What the task asks
Pull every line with "Квартира" from the material.

Supplied records
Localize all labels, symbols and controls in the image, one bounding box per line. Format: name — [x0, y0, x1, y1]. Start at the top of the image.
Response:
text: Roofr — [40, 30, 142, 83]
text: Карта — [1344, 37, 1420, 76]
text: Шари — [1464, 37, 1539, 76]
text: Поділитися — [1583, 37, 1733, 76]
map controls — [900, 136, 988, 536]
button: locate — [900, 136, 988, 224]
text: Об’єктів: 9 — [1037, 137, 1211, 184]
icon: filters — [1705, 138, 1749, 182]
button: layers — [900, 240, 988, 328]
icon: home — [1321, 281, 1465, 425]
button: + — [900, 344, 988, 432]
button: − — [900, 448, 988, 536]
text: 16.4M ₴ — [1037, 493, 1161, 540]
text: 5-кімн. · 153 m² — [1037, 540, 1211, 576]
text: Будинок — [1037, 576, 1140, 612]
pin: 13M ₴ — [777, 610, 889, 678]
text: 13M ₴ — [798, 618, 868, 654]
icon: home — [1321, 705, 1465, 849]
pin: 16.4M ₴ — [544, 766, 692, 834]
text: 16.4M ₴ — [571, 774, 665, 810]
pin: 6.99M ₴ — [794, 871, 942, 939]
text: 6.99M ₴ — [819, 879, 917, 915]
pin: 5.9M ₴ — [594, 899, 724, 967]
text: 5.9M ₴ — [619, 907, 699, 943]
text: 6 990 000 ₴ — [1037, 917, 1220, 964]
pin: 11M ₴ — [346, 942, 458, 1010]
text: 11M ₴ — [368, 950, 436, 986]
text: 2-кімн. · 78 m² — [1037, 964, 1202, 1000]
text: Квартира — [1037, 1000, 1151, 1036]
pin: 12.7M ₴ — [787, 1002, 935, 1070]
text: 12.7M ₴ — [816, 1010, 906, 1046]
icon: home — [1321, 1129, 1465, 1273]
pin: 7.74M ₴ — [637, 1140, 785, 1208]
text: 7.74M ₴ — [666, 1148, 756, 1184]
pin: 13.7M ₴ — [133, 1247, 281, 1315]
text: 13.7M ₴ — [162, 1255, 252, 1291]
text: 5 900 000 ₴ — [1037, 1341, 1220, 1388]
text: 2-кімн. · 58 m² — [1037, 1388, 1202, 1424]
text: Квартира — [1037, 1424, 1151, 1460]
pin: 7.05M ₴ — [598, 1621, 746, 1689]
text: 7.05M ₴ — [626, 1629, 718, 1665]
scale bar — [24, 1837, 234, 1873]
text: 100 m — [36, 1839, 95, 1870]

Exercise output
text: Квартира — [1037, 1000, 1151, 1036]
text: Квартира — [1037, 1424, 1151, 1460]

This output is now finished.